Bjørn Sætrevik, førsteamanuensis, UiB

Main content

  • Selective attention
  • Cognitive control
  • Decision-making
  • Situation awareness

Research interests: A major research interest has been how situation awareness (SA) is generated and used, by individuals and by teams. SA implies the perception of critical information in the environment, synthesizing the information to a coherent mental model, and using the model to simulate future events. SA feeds directly into the individual’s decision-making and actions, and is part of a feedback loop within a complex and dynamic environment. The concept is thus critical for maintaining safety in high-risk organizations. While the definition of SA and related research has traditionally had an applied focus, part of the research interest has been to address it within a cognitive psychology framework. One aspect of this has been to develop and test various lab experiments that create analogous settings for measuring SA and testing how risk is handled. The aim has been to validate findings from other research traditions and to identify cognitive mechanisms.

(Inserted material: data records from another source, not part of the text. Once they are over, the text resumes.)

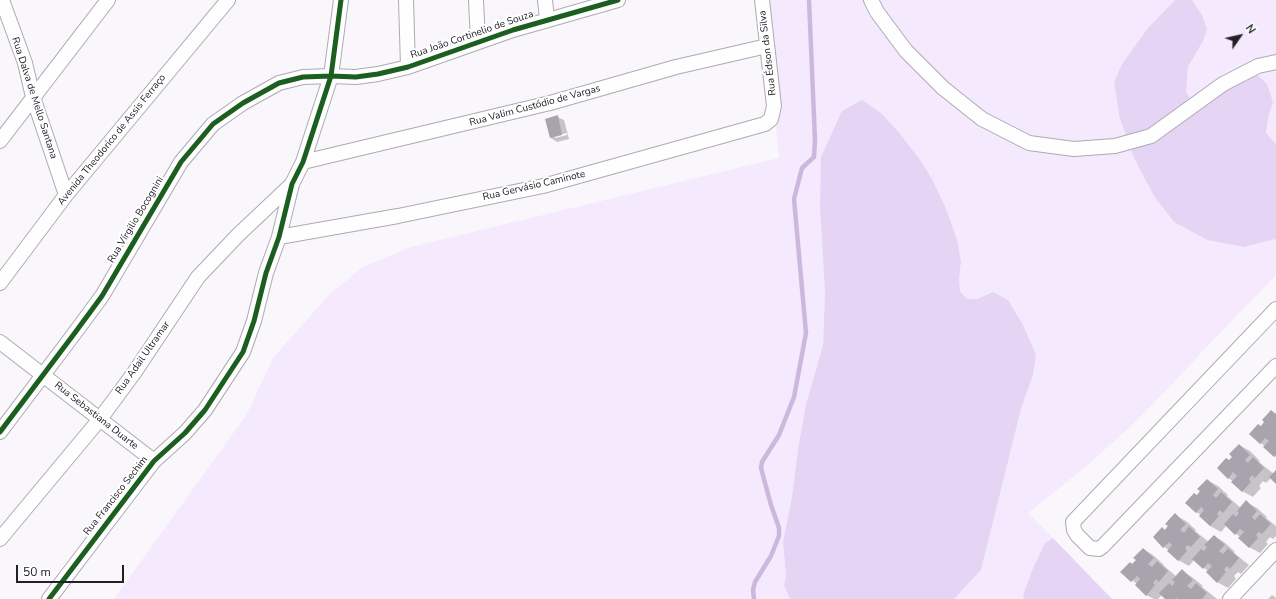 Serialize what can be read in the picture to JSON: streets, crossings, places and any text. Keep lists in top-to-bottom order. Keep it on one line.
{"streets":{"street":["Rua João Cortinelio de Souza","Rua Édson da Silva","Rua Dalva de Mello Santana","Rua Valim Custódio de Vargas","Avenida Theodorico de Assis Ferraço","Rua Gervásio Caminote","Rua Vírgilio Bocognini","Rua Adail Ultramar","Rua Sebastiana Duarte","Rua Francisco Sechim"]},"crossings":[["Rua João Cortinelio de Souza","Rua Vírgilio Bocognini"],["Rua Édson da Silva","Rua Valim Custódio de Vargas"],["Rua Édson da Silva","Rua Gervásio Caminote"],["Rua Dalva de Mello Santana","Avenida Theodorico de Assis Ferraço"],["Rua Gervásio Caminote","Rua Francisco Sechim"],["Rua Vírgilio Bocognini","Rua Sebastiana Duarte"],["Rua Adail Ultramar","Rua Sebastiana Duarte"],["Rua Adail Ultramar","Rua Francisco Sechim"],["Rua Sebastiana Duarte","Rua Francisco Sechim"]],"scale_bar":"50 m","north":"top right"} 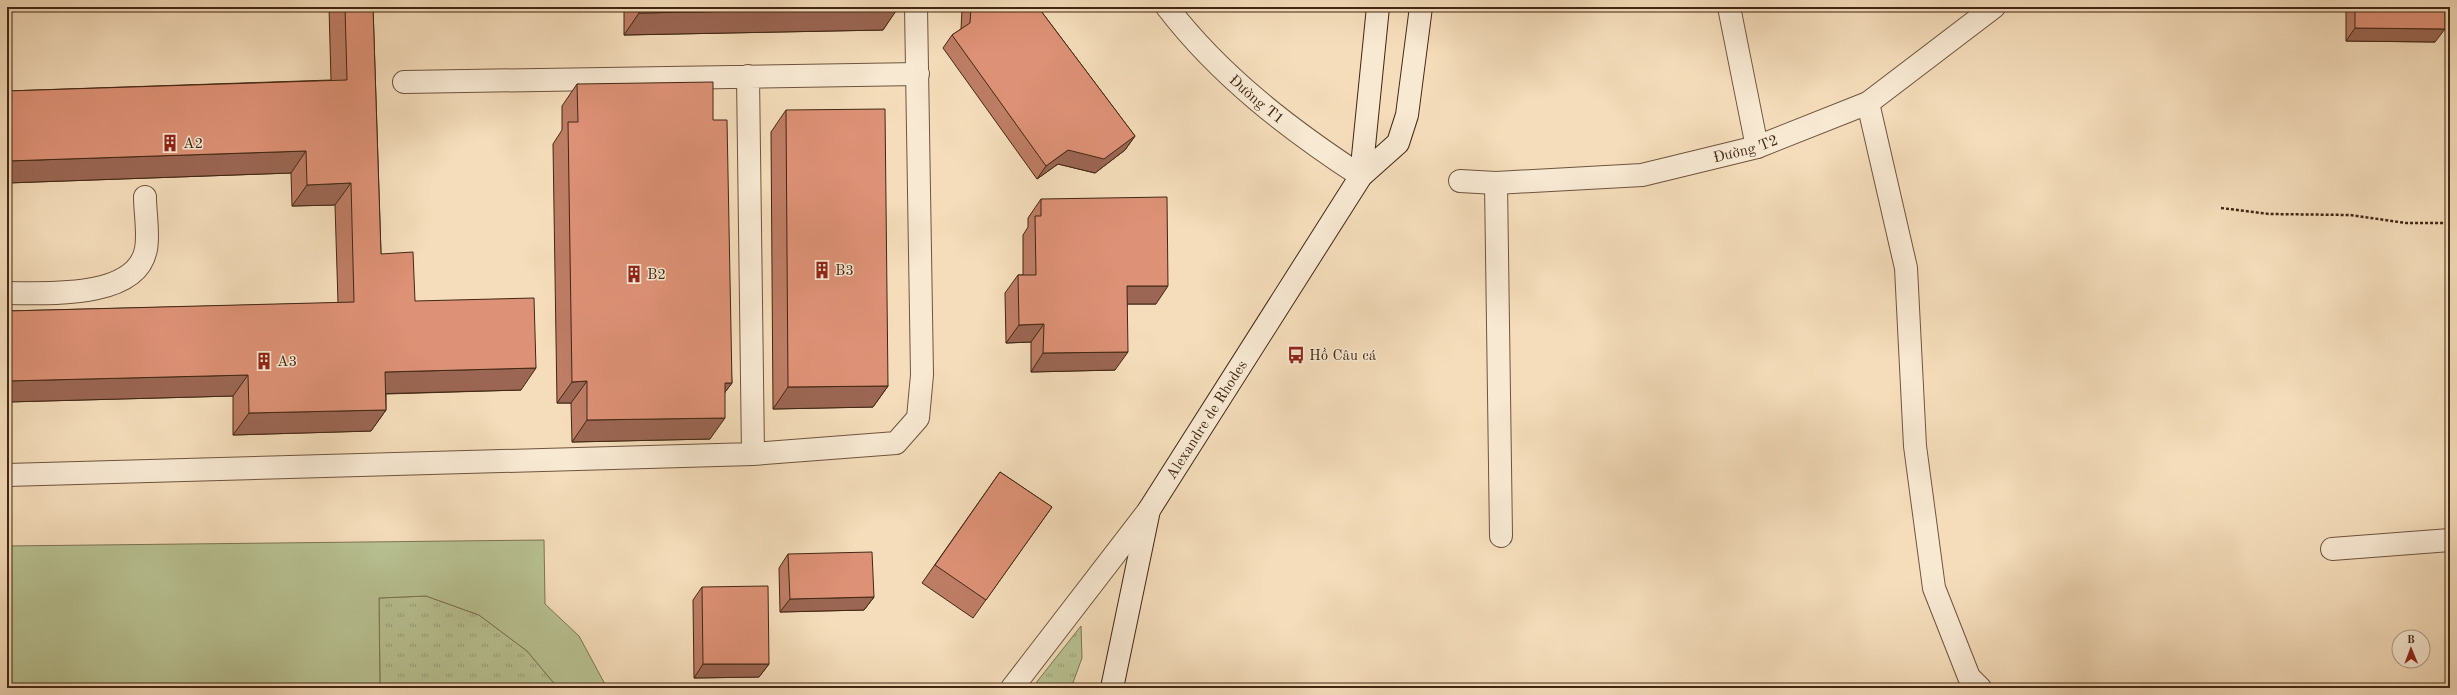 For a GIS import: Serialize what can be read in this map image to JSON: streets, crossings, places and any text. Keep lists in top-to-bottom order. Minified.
{"streets":{"street":["Đường T1","Đường T2","Alexandre de Rhodes"]},"crossings":[["Đường T1","Alexandre de Rhodes"]],"places":{"building":["A2","B3","B2","A3"],"bus stop":["Hồ Câu cá"]},"north":"top"} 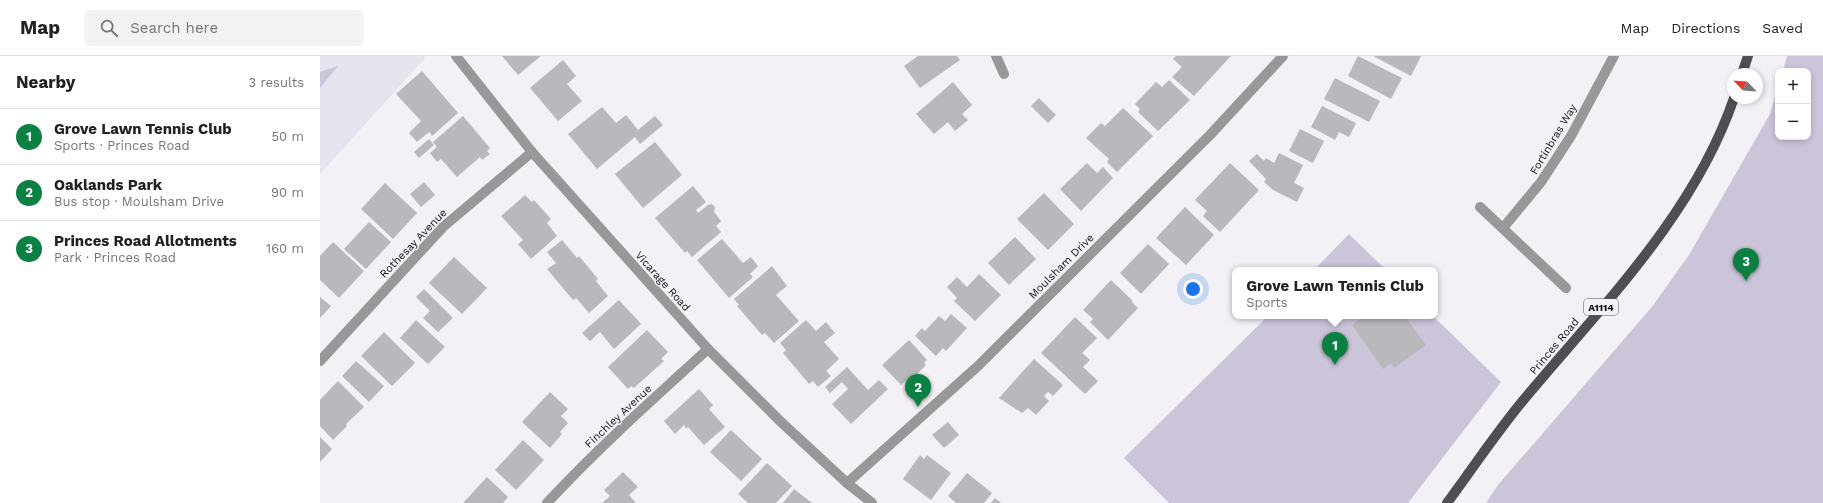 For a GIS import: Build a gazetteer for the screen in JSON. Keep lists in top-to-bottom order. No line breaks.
{"streets":{"main road":["A1114","Princes Road"],"street":["Fortinbras Way","Rothesay Avenue","Moulsham Drive","Vicarage Road","Finchley Avenue"]},"crossings":[["Rothesay Avenue","Vicarage Road"],["Moulsham Drive","Vicarage Road"],["Vicarage Road","Finchley Avenue"]],"north":"top left","page":{"header":"Map","search":"Search here","nav":["Map","Directions","Saved"],"heading":["Nearby","3 results"],"map_buttons":["+","−"],"list":[{"mark":"1","name":"Grove Lawn Tennis Club","note":"Sports · Princes Road","value":"50 m"},{"mark":"2","name":"Oaklands Park","note":"Bus stop · Moulsham Drive","value":"90 m"},{"mark":"3","name":"Princes Road Allotments","note":"Park · Princes Road","value":"160 m"}],"pins":["3","1","2"],"popup":["Grove Lawn Tennis Club","Sports"]}} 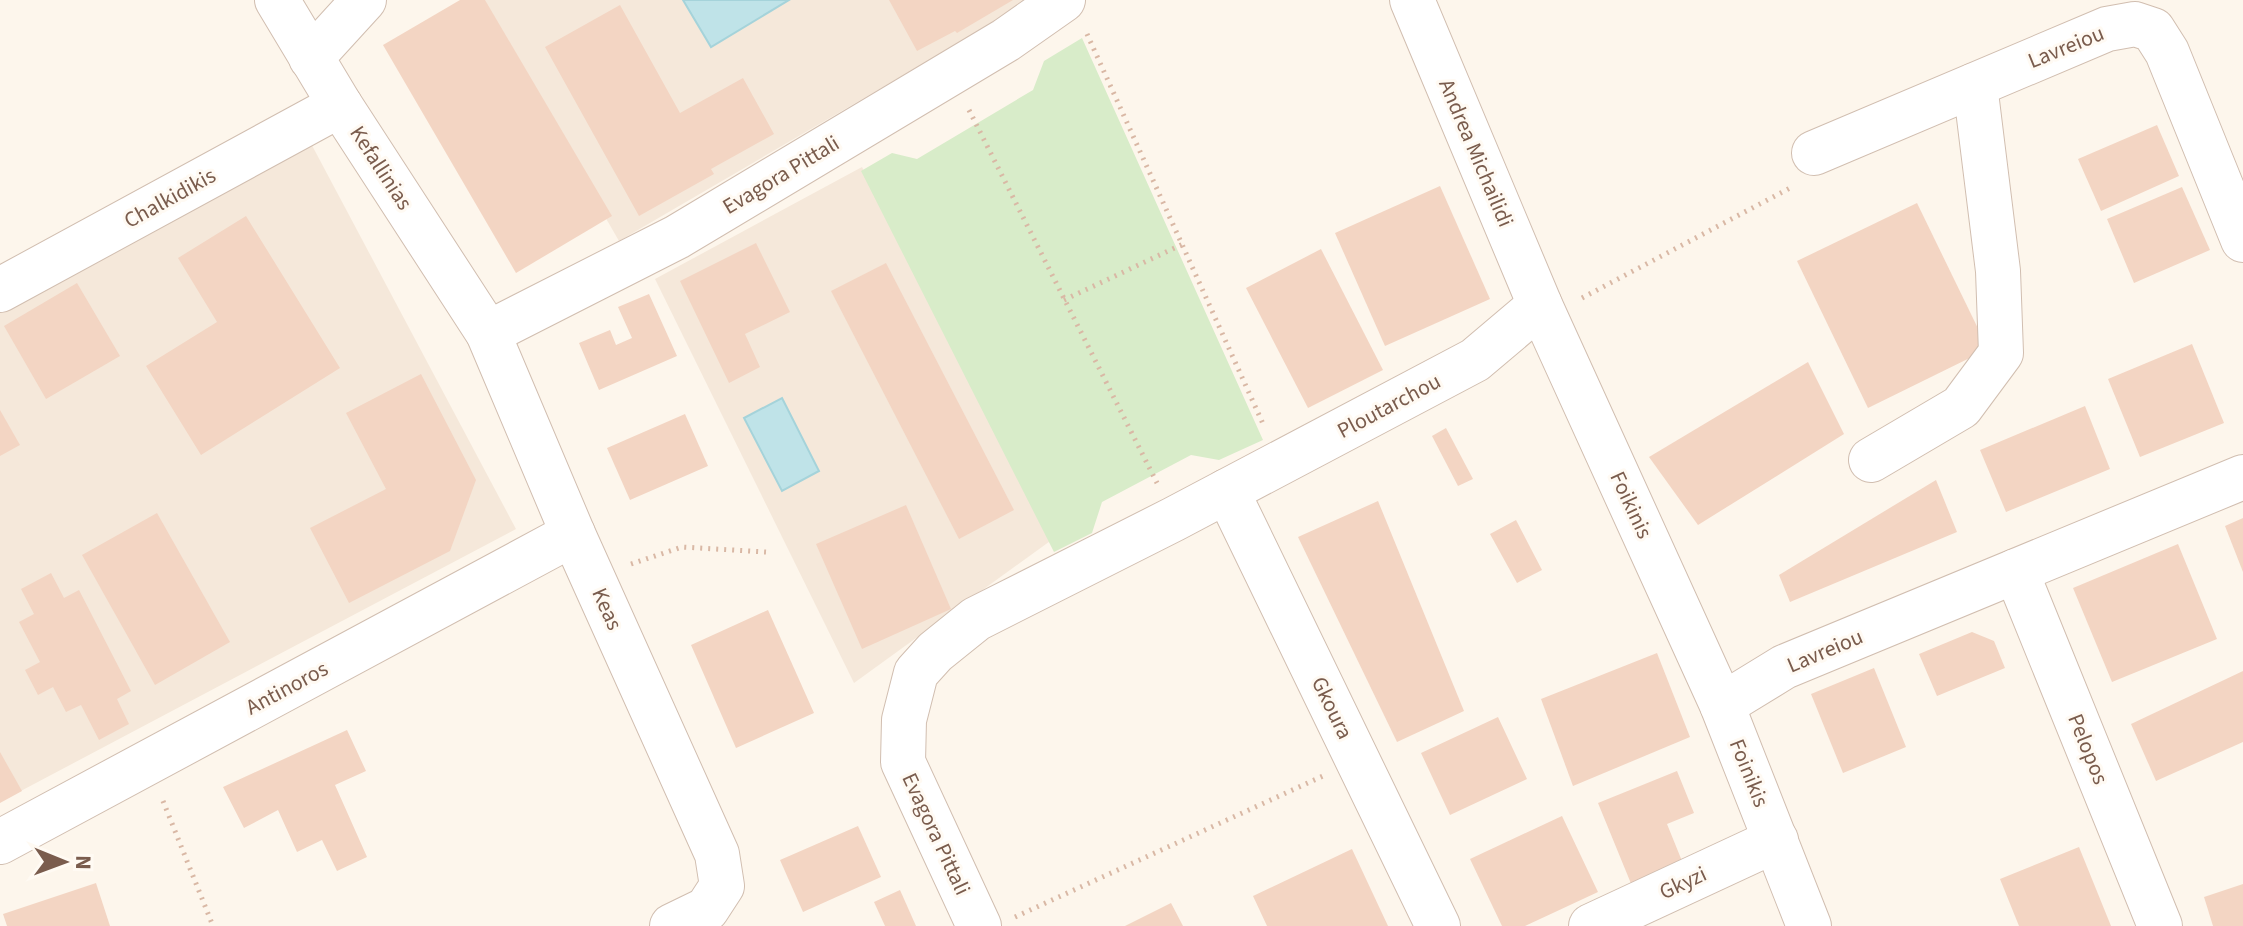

Another aspect of this research interest has been to construct a survey questionnaire in order to measure SA in large-scale datasets, and to test assumptions of how individual and organizational factors determine SA, and the safety outcomes of SA. A third aspect of this research interest has been to conduct field-studies of how a team of individuals with disparate information access collaborate to create a shared SA, and to measure the extent to which team members diverge in their SA, while not having clear indicators for what an accurate or desirable SA would constitute. Two research interest related to this, has been qualitative studies of how the leader’s communication with team members influences the sharing of safety critical information, and studies of how the social power between parties in a distributed, collaborative system influences the communication between the parties. A different research interest has been neurocognitive experiments to study recursive effects in selective attention. This implies that whether the attentional system attends or ignores one of the available signals makes it more or less likely to attend the same signal when it is repeated. An aim for future research will be to integrate several of the lines of research mentioned above, and implement it with a clearer focus on decision-making in an applied setting.